For the disc’s 11 vocal selections, Harding worked with longtime friend Brian Lohmann and veteran singers Nora O’Connor and Kelly Hogan and recorded in just three days at the Troy Savings Bank Music Hall in Troy, N.Y. “It was one of the great pleasures of my life,” he says.
Two songs — “Do Not Fear the Dark” and “Lord Bateman” — are repeated and fleshed out as electric versions by the Minstrel In The Galleries, a group comprised of Harding, guitarist Kurt Bloch, bassist Jim Sangster and multi-instrumentalist Jed Critter.

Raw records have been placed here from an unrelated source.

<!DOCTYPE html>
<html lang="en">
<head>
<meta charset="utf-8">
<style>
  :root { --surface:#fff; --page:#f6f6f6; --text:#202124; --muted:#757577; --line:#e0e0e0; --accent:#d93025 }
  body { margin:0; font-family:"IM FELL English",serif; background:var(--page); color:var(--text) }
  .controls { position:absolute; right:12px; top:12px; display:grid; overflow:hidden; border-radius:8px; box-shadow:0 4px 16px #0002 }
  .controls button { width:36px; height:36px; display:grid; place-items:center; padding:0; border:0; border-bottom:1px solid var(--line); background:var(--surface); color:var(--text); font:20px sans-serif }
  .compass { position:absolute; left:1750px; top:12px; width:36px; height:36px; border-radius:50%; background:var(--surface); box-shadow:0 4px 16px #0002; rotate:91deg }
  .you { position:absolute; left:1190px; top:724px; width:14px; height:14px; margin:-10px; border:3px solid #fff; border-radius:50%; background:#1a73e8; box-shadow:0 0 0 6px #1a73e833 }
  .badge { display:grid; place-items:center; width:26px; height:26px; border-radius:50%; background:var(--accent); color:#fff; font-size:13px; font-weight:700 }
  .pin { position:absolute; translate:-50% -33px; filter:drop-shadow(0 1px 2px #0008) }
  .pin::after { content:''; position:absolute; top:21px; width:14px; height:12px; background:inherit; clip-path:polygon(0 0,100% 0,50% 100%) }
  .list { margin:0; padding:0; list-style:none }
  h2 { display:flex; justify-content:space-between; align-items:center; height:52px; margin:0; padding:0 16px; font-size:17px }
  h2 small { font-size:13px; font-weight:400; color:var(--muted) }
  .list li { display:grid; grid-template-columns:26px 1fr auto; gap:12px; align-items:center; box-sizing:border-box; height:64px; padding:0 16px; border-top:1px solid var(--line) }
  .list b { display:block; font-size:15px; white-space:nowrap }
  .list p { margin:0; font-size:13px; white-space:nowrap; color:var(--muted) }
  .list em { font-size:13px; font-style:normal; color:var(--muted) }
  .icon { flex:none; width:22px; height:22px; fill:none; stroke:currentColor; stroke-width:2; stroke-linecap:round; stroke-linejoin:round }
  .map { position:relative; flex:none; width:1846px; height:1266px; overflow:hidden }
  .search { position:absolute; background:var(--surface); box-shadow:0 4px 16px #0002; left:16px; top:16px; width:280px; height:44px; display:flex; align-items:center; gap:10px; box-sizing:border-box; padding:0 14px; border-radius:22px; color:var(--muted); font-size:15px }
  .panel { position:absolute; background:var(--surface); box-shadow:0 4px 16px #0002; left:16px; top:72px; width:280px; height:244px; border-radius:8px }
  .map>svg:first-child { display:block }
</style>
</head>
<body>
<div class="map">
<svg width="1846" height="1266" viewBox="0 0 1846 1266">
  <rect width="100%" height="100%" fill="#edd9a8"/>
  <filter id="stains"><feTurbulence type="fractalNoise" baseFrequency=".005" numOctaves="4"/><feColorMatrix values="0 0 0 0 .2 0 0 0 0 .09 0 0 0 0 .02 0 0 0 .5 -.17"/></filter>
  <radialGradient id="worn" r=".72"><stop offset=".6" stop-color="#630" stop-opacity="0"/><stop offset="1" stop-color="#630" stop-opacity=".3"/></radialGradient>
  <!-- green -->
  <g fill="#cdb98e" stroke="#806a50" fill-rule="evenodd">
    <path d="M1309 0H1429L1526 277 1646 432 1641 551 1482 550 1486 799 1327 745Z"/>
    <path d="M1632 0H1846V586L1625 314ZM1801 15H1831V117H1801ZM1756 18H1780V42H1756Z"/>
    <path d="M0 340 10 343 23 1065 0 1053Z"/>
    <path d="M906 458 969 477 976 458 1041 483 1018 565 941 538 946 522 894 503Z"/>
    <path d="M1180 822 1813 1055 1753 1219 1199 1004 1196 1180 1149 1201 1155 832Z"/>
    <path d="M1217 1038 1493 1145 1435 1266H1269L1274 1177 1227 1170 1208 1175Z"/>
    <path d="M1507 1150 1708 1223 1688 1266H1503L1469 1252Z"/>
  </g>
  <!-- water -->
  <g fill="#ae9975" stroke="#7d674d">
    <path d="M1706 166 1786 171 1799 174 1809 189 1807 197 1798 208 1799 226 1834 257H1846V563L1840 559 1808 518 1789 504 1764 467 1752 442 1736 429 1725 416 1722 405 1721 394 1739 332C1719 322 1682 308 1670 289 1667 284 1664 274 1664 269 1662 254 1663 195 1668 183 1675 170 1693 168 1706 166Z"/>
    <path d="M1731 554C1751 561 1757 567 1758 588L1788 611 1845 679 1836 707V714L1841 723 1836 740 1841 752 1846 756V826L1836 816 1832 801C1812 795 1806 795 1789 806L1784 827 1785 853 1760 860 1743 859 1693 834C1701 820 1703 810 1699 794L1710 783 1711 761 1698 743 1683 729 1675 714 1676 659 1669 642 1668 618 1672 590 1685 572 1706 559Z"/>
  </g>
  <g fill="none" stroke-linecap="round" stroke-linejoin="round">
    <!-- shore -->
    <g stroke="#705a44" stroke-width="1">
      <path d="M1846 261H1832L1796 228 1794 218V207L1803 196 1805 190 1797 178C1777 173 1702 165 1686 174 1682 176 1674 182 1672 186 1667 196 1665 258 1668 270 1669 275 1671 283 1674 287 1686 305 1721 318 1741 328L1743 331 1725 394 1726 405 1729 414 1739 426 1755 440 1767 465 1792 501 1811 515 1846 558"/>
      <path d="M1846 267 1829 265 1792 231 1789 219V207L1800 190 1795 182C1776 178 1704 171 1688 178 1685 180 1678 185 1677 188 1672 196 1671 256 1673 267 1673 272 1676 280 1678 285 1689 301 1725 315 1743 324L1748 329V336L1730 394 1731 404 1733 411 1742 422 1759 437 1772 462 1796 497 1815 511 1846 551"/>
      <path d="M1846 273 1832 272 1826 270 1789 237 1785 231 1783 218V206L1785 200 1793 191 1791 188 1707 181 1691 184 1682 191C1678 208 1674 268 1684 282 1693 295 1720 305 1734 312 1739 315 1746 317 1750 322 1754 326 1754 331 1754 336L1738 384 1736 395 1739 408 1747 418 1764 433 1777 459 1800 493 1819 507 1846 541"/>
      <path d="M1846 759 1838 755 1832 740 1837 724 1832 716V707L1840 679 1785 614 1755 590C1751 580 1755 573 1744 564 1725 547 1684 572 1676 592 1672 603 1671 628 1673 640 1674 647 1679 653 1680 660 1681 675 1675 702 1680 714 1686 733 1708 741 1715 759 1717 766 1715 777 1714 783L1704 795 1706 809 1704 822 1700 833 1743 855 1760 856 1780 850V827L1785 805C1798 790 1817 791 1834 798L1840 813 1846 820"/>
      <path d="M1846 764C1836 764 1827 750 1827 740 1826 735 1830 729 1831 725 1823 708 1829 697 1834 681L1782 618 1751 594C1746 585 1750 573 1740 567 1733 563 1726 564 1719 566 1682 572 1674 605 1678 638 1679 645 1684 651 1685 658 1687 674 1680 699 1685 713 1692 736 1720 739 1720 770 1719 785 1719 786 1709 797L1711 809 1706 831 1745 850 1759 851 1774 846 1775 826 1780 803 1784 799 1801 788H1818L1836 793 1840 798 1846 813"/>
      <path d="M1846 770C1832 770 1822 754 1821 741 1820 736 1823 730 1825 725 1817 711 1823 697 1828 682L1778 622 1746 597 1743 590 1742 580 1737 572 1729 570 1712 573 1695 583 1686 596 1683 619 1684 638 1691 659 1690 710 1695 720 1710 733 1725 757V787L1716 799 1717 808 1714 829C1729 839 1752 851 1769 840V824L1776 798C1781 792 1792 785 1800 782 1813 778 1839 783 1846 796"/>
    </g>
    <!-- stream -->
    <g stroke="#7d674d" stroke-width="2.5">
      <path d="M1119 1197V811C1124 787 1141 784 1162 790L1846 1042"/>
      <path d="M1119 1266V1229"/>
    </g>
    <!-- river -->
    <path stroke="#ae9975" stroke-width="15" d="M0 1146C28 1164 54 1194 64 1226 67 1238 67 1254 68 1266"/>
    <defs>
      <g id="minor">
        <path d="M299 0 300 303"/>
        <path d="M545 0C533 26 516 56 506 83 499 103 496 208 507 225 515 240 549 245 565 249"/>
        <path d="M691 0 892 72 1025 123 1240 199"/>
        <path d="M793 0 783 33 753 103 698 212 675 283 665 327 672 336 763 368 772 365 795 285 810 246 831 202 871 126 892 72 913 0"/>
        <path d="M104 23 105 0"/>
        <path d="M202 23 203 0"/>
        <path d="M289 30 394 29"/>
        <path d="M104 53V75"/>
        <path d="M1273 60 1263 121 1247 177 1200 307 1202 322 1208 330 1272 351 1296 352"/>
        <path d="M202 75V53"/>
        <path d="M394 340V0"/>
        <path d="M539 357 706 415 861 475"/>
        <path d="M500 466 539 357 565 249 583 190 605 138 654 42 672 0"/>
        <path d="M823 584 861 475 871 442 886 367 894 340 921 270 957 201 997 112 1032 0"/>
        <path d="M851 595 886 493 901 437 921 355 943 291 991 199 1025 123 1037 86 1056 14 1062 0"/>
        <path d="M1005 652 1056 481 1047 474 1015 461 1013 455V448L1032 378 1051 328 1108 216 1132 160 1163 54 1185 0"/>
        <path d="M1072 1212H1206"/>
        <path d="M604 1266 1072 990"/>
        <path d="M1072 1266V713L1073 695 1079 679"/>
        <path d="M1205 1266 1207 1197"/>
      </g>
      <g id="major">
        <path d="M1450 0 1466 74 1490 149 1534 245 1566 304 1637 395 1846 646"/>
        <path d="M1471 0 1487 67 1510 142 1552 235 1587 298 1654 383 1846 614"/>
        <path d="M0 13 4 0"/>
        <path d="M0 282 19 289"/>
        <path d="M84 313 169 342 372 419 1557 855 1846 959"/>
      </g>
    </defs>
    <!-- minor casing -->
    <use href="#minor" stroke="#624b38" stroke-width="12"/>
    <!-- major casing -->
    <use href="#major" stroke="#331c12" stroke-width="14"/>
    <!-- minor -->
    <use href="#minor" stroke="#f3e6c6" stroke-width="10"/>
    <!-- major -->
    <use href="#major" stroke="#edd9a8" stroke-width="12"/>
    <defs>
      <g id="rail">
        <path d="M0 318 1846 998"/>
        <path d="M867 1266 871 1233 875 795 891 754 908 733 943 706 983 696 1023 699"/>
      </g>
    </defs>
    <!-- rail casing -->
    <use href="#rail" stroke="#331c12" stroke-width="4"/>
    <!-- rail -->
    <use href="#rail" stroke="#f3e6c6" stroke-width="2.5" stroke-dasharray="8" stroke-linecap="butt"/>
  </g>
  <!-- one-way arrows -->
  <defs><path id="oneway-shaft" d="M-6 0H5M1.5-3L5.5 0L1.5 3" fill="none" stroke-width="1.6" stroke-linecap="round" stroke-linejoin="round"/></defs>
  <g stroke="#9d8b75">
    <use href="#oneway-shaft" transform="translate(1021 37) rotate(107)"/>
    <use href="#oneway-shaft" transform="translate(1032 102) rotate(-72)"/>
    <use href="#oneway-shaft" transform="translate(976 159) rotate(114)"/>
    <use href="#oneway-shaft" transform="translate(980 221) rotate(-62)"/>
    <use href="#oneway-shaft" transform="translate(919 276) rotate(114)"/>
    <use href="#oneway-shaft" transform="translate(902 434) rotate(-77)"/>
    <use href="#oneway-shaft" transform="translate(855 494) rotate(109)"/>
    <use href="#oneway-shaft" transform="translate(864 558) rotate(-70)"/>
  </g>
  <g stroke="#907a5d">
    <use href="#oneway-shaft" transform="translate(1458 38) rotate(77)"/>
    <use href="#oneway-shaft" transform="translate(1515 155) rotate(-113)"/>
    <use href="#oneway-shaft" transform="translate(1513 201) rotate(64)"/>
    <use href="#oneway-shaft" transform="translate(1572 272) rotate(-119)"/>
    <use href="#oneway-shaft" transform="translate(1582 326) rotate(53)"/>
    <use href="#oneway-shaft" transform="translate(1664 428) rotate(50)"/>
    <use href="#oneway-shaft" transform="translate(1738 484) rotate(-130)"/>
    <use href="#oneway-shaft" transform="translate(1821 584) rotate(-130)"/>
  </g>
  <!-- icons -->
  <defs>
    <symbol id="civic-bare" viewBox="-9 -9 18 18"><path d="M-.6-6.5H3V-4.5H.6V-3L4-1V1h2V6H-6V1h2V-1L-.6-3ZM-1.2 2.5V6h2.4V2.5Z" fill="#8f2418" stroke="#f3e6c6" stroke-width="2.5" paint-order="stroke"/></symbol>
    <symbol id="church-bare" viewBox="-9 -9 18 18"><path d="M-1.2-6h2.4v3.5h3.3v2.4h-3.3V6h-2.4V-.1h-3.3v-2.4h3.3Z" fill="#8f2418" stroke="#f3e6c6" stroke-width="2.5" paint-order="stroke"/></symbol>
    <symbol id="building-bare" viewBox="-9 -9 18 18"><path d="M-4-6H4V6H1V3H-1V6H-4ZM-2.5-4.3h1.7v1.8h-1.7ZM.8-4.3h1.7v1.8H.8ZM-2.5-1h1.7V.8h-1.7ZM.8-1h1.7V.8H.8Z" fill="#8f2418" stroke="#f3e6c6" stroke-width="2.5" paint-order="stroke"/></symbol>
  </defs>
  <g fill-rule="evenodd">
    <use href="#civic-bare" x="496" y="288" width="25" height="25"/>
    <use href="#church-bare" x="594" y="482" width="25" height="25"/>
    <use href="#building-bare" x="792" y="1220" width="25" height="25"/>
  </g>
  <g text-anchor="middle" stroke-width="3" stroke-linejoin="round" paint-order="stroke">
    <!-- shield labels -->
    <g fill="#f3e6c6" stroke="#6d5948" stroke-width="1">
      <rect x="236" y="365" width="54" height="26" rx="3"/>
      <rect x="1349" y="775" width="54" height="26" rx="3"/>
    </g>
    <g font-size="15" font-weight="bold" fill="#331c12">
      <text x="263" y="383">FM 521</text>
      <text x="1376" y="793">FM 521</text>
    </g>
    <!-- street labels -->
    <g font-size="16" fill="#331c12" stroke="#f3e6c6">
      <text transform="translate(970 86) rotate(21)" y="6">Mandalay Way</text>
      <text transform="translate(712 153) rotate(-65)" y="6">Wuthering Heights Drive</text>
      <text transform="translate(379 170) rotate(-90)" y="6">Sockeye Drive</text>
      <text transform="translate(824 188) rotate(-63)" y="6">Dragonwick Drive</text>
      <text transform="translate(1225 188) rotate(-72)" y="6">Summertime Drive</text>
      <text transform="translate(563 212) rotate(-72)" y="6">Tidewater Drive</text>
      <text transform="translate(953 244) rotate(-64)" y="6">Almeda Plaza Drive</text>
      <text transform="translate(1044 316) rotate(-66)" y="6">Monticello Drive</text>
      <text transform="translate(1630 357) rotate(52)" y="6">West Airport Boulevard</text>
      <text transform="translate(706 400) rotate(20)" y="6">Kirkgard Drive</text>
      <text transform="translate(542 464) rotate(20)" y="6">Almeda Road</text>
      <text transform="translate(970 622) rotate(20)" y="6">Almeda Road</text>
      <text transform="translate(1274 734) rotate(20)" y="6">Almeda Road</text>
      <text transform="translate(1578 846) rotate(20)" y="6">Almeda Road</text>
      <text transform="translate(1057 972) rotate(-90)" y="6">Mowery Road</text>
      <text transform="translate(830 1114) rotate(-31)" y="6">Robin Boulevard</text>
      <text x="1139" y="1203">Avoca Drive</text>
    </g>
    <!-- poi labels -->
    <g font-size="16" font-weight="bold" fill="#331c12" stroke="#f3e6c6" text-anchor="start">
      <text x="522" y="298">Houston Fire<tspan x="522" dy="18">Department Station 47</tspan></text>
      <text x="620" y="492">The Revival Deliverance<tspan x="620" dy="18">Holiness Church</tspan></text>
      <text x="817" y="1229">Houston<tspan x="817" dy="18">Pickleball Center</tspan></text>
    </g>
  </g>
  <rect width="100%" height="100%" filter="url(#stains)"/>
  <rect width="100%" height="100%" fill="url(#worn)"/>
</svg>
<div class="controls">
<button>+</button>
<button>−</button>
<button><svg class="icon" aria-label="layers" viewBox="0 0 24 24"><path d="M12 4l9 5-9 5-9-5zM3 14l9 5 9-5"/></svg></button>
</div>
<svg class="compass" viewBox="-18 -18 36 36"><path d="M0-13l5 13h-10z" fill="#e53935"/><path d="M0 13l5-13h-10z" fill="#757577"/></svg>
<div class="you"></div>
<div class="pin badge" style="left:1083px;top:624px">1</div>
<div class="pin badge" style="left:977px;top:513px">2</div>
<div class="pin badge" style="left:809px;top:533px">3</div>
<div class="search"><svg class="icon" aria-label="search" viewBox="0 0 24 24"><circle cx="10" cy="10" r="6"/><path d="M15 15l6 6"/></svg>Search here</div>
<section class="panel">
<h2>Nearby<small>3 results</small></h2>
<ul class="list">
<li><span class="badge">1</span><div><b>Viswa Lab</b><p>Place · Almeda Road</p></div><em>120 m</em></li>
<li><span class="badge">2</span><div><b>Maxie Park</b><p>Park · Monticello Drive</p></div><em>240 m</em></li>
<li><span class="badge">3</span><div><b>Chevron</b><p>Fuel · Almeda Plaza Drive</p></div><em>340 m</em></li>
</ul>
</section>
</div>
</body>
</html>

Love Hall Tryst is planning a brief U.S. tour in August that will include an elaborate one-time performance at Seattle’s Bumbershoot festival with the Minstrel In The Galleries, a string quartet and extensive readings from “Misfortune.” Harding also hopes that the Tryst will become an ongoing concern that will make further recordings unrelated to the book. “To me in my mind, this is not a one-off project,” he explains. “It’s a pool that we can take a dip in when we want to.”
Published in April by Little, Brown in the United States and in May by Jonathan Cape/Vintage in the United Kingdom, “Misfortune” — excerpts of which can be found at Wesleystace.com — has won favorable reviews for the first-time author.
“It’s been absolutely fantastic,” Harding says of the reception for the book. “I was very keen for it not to be dismissed because I was a musician doing something different, and that was part of the reason that I put it out under my own name. It’s very satisfying that it comes out and people like it.”
In addition to planning the tour, the soon-to-be-married Harding is also working on an as-yet-untitled second novel. “It’s not set in the distant past like this one was,” he says. “It’s set in a much nearer past.”
The story is of four generations of a show business family in England in the 20th century. “It’s totally different” than the stately manor setting of “Misfortune” Harding says, “but [there are] very many similarities” in that both deal with the themes of “family and secrets and stuff like that.”
And while music will be part of the story, he says, “It’s very unlikely there will be songs like there are in this one that either A) affect the plot; or B) are written by me and could possibly be sung at gigs.”
Harding also expects to return to his singer/songwriter career sometime next year to follow-up last year’s “Adam’s Apple” (DRT) with a new album on a to-be-determined label.